**WHAT IS EXPECTED**
Starting at the line that holds "for (const r" and stopping at the line that holds "ctx.translate(x, y);", restate the records below word for word, with both of those lines included.

<<<<

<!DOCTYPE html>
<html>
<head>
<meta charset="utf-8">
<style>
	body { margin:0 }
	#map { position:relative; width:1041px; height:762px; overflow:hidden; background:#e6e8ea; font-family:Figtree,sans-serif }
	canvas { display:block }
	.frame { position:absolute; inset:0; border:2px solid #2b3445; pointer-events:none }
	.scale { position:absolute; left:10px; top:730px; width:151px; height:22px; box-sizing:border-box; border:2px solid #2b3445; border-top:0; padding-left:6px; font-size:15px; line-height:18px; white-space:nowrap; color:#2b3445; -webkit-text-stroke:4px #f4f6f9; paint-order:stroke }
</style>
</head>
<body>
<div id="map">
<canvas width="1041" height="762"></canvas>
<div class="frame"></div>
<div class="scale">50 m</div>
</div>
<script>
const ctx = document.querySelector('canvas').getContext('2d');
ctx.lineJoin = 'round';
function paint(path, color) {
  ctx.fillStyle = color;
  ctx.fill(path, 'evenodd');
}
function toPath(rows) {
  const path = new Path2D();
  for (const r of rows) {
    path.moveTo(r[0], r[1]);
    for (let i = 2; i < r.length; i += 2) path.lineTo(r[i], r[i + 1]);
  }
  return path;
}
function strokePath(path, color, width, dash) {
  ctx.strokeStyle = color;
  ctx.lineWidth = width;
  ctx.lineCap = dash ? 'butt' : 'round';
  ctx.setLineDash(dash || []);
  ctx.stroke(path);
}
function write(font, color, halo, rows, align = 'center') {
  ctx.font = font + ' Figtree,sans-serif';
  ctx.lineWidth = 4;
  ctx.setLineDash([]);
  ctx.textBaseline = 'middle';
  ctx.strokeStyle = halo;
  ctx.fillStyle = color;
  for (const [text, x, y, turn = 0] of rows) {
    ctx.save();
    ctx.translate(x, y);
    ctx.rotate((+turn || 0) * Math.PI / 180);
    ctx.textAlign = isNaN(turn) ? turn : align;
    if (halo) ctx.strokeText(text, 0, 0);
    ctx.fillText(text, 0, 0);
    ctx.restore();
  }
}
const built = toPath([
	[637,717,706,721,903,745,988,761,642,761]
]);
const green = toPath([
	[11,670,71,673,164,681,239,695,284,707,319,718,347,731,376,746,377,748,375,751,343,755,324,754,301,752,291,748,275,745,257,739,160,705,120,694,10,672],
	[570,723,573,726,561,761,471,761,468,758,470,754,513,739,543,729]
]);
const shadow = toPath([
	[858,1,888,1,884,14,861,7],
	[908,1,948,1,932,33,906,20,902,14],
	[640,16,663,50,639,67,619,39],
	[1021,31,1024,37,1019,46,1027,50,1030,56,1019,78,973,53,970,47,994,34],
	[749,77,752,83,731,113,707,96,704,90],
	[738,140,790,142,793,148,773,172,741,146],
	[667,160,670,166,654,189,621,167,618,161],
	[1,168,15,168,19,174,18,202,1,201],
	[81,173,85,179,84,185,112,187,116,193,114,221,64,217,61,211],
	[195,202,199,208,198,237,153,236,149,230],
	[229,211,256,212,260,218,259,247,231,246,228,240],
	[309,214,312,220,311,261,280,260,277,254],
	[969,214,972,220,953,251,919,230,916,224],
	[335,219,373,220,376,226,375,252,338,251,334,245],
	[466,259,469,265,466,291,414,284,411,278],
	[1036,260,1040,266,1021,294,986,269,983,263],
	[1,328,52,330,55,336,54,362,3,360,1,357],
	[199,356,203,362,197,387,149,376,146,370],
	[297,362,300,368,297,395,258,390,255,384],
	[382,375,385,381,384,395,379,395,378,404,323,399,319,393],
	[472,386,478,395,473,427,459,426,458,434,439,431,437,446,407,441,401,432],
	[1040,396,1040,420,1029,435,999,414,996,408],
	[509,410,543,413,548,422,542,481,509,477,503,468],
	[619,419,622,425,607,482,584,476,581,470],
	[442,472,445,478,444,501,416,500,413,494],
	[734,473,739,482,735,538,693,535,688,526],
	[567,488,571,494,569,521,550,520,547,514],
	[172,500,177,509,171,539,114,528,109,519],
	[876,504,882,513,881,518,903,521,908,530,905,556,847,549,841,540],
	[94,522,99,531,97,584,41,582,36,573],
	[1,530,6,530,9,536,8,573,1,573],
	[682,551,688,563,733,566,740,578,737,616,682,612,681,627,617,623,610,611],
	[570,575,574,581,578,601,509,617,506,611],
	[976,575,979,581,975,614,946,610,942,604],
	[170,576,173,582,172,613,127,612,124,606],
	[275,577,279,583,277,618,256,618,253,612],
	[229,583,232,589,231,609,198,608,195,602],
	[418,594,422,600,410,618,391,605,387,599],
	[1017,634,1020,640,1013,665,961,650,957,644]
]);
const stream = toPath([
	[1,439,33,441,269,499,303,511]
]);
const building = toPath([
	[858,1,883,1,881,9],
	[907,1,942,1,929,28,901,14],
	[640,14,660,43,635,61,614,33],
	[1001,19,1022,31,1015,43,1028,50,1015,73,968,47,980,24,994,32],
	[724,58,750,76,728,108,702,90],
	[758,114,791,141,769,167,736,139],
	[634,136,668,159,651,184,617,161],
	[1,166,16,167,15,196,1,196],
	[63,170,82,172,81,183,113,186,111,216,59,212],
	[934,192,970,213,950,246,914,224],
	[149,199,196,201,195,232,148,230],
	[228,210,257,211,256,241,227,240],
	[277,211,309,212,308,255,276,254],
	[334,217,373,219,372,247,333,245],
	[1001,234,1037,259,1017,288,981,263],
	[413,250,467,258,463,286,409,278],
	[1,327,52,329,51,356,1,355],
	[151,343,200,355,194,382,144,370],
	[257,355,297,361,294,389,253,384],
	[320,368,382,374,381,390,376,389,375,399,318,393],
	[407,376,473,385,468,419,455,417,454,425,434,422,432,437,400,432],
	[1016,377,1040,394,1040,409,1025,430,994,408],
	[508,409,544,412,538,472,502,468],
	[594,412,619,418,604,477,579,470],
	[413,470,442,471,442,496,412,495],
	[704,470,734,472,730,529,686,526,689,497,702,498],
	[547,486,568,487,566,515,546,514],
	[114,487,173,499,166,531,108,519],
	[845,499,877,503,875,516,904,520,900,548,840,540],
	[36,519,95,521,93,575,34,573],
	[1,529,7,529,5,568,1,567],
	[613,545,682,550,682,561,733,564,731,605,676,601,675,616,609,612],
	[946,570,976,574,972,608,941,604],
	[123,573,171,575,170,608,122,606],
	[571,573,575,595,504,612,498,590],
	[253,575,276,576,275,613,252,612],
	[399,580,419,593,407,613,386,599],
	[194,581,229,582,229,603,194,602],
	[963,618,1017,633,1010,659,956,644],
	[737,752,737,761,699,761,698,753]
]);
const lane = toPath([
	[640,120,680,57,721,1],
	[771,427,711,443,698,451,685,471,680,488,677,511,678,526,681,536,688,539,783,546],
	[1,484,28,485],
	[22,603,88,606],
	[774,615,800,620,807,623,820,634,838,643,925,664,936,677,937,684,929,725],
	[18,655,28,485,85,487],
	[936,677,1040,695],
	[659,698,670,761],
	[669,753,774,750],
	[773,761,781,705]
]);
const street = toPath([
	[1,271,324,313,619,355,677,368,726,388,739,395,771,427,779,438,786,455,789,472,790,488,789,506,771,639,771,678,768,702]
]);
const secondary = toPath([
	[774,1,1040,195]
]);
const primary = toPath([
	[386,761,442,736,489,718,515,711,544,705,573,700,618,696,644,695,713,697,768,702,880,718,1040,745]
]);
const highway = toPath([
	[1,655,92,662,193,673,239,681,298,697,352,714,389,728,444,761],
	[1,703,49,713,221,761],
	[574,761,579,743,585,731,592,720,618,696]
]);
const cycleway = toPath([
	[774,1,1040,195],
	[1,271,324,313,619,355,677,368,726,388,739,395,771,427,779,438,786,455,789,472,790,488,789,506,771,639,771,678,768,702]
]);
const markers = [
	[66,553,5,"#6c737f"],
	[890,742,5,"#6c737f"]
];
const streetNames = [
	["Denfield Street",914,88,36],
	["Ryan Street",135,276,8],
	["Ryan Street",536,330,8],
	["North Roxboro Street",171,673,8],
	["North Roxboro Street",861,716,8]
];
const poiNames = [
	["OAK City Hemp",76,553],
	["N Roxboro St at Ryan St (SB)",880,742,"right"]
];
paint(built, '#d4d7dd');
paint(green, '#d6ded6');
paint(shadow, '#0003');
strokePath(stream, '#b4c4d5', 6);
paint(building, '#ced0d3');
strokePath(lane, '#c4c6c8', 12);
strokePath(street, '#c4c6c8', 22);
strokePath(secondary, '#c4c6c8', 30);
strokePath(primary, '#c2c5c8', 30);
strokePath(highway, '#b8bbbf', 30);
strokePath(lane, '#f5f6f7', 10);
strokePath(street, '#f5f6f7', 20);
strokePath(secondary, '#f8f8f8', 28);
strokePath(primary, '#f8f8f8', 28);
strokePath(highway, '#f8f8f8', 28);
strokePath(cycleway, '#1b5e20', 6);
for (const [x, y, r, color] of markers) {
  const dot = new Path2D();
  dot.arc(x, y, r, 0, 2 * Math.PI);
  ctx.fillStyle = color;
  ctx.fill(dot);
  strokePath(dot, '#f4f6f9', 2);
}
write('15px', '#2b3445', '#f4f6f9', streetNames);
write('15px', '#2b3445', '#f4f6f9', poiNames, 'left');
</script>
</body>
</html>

>>>>

**RESPONSE TO THIS TASK**
  for (const r of rows) {
    path.moveTo(r[0], r[1]);
    for (let i = 2; i < r.length; i += 2) path.lineTo(r[i], r[i + 1]);
  }
  return path;
}
function strokePath(path, color, width, dash) {
  ctx.strokeStyle = color;
  ctx.lineWidth = width;
  ctx.lineCap = dash ? 'butt' : 'round';
  ctx.setLineDash(dash || []);
  ctx.stroke(path);
}
function write(font, color, halo, rows, align = 'center') {
  ctx.font = font + ' Figtree,sans-serif';
  ctx.lineWidth = 4;
  ctx.setLineDash([]);
  ctx.textBaseline = 'middle';
  ctx.strokeStyle = halo;
  ctx.fillStyle = color;
  for (const [text, x, y, turn = 0] of rows) {
    ctx.save();
    ctx.translate(x, y);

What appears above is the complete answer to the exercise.